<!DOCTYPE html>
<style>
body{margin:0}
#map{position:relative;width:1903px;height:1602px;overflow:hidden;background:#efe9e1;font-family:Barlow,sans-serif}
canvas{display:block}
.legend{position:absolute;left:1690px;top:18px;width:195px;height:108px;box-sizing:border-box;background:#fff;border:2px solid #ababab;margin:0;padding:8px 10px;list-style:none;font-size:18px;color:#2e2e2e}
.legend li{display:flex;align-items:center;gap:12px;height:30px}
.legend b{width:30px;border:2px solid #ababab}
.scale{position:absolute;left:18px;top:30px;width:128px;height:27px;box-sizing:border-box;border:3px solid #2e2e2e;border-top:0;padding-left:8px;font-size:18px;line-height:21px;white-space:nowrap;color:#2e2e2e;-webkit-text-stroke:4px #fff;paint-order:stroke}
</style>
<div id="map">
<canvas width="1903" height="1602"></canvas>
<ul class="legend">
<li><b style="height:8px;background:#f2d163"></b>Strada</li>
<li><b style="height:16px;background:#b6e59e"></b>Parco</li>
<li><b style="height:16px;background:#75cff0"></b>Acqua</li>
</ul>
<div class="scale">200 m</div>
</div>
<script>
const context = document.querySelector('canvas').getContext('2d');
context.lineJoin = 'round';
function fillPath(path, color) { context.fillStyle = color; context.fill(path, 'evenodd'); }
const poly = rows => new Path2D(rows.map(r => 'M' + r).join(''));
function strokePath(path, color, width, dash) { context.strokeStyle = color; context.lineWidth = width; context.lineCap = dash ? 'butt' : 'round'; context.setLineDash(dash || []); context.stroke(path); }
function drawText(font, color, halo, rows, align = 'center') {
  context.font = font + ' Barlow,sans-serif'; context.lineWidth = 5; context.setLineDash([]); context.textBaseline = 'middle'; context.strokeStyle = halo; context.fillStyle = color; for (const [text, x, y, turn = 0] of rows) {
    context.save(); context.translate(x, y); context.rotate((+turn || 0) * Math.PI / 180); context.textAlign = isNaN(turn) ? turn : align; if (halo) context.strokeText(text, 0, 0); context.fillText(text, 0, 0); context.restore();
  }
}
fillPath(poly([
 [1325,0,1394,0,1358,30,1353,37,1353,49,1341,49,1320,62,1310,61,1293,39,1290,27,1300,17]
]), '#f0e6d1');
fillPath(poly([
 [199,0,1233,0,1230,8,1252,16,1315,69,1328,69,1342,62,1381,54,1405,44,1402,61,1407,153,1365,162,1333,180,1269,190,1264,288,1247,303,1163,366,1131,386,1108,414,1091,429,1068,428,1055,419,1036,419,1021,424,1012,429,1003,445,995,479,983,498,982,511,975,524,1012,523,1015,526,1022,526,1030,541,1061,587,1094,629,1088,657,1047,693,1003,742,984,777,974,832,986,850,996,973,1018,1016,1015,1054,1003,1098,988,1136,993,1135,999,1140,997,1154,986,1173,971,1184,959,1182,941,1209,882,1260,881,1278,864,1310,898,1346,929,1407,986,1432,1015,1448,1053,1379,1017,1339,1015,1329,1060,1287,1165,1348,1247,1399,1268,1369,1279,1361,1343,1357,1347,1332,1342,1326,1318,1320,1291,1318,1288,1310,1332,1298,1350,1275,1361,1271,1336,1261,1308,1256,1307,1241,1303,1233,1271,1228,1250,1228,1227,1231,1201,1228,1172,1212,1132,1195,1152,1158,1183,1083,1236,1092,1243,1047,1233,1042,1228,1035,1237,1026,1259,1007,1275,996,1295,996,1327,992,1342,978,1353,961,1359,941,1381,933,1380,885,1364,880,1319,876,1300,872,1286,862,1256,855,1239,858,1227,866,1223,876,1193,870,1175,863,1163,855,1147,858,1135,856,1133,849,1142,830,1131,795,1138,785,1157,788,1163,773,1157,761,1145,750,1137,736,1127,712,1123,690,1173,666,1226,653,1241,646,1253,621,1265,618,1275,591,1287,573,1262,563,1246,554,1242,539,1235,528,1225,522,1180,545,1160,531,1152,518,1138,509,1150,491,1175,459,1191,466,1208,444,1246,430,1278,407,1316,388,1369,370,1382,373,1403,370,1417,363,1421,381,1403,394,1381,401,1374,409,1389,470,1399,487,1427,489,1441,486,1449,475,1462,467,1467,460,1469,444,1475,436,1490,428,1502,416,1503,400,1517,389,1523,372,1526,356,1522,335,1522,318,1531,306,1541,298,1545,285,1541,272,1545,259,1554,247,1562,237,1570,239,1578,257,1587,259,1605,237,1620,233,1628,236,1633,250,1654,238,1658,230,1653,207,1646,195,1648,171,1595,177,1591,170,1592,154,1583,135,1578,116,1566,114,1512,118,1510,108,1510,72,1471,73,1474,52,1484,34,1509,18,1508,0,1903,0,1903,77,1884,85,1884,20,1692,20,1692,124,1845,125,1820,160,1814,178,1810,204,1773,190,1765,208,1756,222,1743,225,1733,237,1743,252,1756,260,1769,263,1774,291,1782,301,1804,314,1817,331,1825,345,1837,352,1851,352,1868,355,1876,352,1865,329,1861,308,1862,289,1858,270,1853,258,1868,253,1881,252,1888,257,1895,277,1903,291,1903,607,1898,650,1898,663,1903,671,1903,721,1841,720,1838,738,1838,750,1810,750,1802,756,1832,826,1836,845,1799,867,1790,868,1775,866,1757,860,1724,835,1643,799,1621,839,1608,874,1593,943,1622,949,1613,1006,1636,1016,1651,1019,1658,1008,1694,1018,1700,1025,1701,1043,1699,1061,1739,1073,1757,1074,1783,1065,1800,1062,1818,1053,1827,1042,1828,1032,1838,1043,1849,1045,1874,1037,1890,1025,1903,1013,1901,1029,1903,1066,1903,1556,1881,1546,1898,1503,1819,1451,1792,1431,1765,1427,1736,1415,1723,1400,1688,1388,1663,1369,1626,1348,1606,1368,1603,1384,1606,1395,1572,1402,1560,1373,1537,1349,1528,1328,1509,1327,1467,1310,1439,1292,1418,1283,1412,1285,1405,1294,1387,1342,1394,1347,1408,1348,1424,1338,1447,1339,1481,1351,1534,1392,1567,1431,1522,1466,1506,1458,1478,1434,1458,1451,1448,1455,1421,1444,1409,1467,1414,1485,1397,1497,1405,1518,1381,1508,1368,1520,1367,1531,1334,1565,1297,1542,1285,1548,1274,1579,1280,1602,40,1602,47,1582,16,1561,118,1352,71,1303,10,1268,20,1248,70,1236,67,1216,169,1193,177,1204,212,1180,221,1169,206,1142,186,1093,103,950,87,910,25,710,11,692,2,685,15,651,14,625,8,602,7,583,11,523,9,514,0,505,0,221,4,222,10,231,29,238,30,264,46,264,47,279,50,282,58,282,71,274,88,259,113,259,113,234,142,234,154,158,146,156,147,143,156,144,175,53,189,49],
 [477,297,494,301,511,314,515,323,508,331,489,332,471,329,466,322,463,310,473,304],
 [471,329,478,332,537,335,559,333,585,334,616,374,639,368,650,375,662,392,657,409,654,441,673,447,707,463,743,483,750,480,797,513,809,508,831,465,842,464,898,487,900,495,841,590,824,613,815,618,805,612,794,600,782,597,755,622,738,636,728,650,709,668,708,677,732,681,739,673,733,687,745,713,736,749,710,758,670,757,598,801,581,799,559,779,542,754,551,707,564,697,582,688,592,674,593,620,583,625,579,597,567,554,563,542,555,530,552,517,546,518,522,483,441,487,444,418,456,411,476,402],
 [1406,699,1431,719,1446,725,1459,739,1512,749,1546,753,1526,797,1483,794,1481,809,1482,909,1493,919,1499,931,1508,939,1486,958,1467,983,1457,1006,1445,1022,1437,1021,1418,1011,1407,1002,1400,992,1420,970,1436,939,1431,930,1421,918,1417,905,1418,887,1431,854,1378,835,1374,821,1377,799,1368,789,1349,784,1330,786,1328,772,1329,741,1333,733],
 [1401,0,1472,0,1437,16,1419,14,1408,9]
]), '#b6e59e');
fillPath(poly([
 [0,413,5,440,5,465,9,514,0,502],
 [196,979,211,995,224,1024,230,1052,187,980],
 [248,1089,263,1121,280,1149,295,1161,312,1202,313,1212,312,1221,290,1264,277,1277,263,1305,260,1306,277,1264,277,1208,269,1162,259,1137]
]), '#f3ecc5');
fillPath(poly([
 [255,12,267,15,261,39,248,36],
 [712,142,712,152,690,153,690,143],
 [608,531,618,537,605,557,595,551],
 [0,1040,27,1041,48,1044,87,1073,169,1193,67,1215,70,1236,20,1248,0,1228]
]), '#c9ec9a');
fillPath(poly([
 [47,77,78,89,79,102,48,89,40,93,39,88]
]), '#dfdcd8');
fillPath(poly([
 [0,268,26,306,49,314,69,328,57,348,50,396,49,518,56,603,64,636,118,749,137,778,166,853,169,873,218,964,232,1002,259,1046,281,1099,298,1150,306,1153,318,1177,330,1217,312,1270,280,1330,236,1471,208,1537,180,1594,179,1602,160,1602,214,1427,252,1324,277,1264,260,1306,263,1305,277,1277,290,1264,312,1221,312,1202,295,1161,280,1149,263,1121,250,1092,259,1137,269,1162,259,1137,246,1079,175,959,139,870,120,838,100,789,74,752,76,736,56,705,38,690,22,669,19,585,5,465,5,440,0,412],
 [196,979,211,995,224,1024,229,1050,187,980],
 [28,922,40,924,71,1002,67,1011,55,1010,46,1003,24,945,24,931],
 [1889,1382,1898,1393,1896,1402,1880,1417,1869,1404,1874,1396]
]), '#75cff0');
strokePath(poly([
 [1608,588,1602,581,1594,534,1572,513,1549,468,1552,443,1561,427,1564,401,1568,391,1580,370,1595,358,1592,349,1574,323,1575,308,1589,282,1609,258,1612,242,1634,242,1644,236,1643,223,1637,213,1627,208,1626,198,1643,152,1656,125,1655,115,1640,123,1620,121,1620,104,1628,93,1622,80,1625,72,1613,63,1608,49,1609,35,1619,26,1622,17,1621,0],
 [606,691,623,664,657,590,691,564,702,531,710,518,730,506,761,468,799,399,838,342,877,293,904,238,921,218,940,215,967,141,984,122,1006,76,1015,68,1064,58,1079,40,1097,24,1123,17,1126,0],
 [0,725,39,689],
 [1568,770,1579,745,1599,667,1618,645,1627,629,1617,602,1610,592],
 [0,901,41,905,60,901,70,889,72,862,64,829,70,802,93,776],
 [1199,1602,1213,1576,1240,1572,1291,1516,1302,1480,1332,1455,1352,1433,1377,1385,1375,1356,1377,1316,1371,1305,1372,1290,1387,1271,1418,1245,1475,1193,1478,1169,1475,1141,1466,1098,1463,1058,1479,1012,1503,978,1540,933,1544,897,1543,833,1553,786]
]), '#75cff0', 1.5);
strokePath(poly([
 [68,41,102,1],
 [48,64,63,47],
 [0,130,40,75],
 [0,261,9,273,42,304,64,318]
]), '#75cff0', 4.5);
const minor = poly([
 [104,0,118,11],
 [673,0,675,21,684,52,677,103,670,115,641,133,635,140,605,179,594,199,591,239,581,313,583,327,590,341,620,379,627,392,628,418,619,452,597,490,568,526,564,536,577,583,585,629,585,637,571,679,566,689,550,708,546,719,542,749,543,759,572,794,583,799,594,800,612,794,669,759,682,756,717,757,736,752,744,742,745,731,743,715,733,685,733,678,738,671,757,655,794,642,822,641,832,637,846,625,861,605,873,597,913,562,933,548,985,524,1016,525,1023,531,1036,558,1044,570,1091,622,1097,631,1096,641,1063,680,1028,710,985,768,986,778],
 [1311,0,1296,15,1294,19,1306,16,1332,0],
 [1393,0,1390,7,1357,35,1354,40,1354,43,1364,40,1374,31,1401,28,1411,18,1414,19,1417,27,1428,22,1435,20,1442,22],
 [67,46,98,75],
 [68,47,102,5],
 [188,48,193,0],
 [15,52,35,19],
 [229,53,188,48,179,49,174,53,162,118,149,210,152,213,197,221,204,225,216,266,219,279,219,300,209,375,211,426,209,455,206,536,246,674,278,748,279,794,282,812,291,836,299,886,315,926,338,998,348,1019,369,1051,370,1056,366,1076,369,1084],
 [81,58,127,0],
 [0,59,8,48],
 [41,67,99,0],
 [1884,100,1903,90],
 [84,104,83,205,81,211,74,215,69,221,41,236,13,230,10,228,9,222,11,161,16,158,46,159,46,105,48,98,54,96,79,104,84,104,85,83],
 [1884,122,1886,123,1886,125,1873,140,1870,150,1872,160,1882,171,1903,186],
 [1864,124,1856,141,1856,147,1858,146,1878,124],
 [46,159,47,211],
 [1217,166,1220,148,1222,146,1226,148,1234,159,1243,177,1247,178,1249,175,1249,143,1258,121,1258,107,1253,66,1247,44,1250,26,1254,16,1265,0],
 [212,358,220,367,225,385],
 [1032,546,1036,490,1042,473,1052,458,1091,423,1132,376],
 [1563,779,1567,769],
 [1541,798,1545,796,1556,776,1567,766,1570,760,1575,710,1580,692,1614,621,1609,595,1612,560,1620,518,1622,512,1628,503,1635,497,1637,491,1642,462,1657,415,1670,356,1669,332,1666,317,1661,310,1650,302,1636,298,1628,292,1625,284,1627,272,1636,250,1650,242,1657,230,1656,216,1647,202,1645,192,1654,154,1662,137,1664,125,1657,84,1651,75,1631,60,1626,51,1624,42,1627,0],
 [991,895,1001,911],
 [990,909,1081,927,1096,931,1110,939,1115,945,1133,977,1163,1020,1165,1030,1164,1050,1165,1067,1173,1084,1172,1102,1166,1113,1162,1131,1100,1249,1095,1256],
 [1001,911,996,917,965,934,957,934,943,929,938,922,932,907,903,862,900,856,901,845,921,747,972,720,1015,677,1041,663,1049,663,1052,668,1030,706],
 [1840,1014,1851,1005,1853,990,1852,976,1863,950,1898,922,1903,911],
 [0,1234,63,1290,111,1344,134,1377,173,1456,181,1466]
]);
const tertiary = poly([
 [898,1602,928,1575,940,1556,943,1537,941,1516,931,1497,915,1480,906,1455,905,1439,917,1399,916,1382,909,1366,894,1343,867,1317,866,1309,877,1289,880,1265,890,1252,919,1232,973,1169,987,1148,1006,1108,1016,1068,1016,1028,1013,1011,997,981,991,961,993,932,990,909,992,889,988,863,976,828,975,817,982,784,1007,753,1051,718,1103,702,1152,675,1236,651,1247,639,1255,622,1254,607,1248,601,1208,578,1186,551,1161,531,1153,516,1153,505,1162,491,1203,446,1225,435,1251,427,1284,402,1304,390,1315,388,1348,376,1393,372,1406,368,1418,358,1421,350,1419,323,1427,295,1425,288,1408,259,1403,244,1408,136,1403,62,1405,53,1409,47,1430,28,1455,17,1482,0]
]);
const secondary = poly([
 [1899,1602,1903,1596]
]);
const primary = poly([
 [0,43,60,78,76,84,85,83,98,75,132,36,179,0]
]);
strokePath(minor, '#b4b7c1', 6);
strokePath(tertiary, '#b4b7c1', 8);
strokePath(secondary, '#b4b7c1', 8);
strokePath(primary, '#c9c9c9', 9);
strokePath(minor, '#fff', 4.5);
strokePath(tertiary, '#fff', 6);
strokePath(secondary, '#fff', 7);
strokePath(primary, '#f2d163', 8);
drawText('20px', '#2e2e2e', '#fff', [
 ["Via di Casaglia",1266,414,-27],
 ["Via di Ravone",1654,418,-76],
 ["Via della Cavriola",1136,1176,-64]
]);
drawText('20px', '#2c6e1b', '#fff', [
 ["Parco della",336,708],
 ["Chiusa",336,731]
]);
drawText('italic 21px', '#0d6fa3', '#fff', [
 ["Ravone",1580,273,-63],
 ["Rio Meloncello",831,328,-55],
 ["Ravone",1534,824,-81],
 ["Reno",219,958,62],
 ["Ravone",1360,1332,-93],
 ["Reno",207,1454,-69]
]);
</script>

PROBLEM STATEMENT: Copy each line of the listing that carries the string "canvas".

RESPONSE FOR THIS EXERCISE:
canvas{display:block}
<canvas width="1903" height="1602"></canvas>
const context = document.querySelector('canvas').getContext('2d');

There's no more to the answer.